- [What you should do]:
Scan the records that follow, and whenever a line has the word "body", copy it.

- [Data for this exercise]:
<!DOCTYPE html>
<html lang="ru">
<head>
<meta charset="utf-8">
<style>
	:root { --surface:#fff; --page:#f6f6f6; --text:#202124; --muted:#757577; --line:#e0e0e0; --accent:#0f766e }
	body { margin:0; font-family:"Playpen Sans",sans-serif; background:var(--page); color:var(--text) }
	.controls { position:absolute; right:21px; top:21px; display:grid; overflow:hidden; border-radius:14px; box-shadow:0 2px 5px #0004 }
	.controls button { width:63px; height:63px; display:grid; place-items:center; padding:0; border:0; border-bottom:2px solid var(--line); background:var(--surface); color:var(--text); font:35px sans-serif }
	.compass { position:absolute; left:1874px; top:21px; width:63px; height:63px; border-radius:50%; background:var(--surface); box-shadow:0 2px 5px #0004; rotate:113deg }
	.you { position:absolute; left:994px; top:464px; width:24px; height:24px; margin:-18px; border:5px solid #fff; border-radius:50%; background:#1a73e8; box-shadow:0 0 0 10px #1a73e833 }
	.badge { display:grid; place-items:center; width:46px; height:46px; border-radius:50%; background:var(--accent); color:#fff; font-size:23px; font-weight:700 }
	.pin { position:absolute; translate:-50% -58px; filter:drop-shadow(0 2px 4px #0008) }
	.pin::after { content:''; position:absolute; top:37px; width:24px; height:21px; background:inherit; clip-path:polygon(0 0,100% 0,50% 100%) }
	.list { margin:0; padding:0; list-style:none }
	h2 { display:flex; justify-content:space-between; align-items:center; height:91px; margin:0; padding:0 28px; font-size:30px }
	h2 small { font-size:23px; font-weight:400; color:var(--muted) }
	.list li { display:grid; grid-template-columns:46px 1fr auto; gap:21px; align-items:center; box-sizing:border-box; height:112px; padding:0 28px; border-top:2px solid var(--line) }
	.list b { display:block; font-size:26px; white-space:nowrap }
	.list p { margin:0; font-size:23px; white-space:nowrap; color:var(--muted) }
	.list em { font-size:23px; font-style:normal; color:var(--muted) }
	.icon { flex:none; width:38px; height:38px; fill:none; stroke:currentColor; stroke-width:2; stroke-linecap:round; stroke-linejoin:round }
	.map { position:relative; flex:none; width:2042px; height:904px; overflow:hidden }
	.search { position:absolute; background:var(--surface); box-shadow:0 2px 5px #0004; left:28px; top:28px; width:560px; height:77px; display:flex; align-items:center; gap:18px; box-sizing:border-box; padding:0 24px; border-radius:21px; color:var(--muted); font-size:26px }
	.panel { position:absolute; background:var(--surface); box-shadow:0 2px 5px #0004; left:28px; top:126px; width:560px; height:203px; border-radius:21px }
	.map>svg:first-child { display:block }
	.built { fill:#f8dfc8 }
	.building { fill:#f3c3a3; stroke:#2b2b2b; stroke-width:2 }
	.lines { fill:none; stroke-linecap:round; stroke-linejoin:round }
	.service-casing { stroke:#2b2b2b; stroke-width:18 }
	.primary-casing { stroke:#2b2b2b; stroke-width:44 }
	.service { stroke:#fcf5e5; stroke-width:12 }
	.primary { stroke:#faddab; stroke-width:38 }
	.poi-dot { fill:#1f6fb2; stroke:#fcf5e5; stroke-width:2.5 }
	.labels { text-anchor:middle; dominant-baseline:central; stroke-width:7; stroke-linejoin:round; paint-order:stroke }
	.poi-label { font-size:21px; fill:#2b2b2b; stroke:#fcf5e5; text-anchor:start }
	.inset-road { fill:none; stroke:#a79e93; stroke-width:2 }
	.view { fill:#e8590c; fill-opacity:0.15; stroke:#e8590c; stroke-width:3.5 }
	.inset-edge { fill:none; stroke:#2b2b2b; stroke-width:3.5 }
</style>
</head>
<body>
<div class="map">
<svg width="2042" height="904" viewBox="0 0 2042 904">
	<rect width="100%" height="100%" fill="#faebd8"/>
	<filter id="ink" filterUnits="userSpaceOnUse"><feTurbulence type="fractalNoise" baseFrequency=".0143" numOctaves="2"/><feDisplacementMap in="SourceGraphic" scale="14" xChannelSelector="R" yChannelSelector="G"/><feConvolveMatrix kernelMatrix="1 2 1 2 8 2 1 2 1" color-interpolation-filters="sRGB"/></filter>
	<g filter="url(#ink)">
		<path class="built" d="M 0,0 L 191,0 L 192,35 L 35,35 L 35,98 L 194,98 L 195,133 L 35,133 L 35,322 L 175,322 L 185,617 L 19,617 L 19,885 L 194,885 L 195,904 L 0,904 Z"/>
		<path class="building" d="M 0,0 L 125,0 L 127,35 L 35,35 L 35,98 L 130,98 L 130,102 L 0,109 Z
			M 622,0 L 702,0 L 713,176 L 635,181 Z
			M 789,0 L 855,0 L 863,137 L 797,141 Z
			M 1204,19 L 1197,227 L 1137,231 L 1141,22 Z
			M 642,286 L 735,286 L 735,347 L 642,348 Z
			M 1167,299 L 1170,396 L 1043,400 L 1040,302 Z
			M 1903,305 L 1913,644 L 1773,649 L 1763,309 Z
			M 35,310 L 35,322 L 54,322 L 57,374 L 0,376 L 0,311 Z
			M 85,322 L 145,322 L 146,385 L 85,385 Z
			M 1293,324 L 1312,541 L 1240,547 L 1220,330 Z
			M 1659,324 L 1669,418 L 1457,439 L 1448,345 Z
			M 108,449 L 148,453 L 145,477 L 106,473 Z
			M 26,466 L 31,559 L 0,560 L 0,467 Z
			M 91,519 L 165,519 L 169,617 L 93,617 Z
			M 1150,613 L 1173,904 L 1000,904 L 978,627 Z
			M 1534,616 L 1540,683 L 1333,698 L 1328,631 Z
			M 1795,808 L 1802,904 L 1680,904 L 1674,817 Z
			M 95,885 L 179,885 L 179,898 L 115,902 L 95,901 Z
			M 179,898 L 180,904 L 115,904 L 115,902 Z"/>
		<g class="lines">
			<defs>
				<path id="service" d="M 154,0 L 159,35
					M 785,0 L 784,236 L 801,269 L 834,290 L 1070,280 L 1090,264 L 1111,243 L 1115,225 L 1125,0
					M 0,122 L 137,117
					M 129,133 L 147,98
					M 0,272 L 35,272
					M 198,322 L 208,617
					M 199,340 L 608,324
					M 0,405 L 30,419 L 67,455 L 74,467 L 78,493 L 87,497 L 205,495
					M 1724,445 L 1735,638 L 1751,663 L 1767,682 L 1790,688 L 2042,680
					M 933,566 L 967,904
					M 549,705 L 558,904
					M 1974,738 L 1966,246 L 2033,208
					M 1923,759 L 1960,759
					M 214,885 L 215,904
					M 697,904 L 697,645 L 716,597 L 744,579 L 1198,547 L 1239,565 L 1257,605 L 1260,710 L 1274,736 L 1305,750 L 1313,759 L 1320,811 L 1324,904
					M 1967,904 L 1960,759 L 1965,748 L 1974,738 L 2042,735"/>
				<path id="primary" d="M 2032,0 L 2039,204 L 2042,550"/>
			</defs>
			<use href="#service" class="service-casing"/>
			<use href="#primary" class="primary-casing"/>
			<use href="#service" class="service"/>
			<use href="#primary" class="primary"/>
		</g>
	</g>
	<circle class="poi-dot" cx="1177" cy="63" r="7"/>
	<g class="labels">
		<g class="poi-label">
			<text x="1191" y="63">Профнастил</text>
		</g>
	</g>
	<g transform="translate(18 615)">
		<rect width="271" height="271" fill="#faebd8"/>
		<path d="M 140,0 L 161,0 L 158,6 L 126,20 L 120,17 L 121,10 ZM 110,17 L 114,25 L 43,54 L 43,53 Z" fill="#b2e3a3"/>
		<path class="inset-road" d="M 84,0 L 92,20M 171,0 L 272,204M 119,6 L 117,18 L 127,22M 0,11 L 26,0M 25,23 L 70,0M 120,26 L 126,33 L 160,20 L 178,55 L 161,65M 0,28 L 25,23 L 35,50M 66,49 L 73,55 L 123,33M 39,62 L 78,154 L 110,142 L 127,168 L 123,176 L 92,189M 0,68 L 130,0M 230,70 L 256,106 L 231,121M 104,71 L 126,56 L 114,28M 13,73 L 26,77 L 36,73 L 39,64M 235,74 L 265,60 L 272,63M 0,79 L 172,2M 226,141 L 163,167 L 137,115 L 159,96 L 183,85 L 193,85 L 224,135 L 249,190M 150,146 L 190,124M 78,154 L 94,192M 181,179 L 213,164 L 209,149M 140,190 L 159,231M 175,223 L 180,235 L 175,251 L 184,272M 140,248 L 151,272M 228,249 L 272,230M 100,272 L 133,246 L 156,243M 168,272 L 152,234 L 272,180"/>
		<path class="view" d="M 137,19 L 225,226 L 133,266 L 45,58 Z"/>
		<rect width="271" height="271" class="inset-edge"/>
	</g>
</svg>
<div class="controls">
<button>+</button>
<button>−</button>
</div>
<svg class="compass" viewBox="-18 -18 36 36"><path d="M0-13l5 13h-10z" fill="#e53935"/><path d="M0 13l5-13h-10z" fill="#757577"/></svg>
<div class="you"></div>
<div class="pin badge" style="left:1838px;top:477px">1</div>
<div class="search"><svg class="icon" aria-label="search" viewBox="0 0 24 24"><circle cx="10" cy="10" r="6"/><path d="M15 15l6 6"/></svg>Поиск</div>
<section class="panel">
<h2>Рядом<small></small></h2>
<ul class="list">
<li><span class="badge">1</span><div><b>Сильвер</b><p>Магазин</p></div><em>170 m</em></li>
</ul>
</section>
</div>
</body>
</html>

- [Solution]:
	body { margin:0; font-family:"Playpen Sans",sans-serif; background:var(--page); color:var(--text) }
<body>
</body>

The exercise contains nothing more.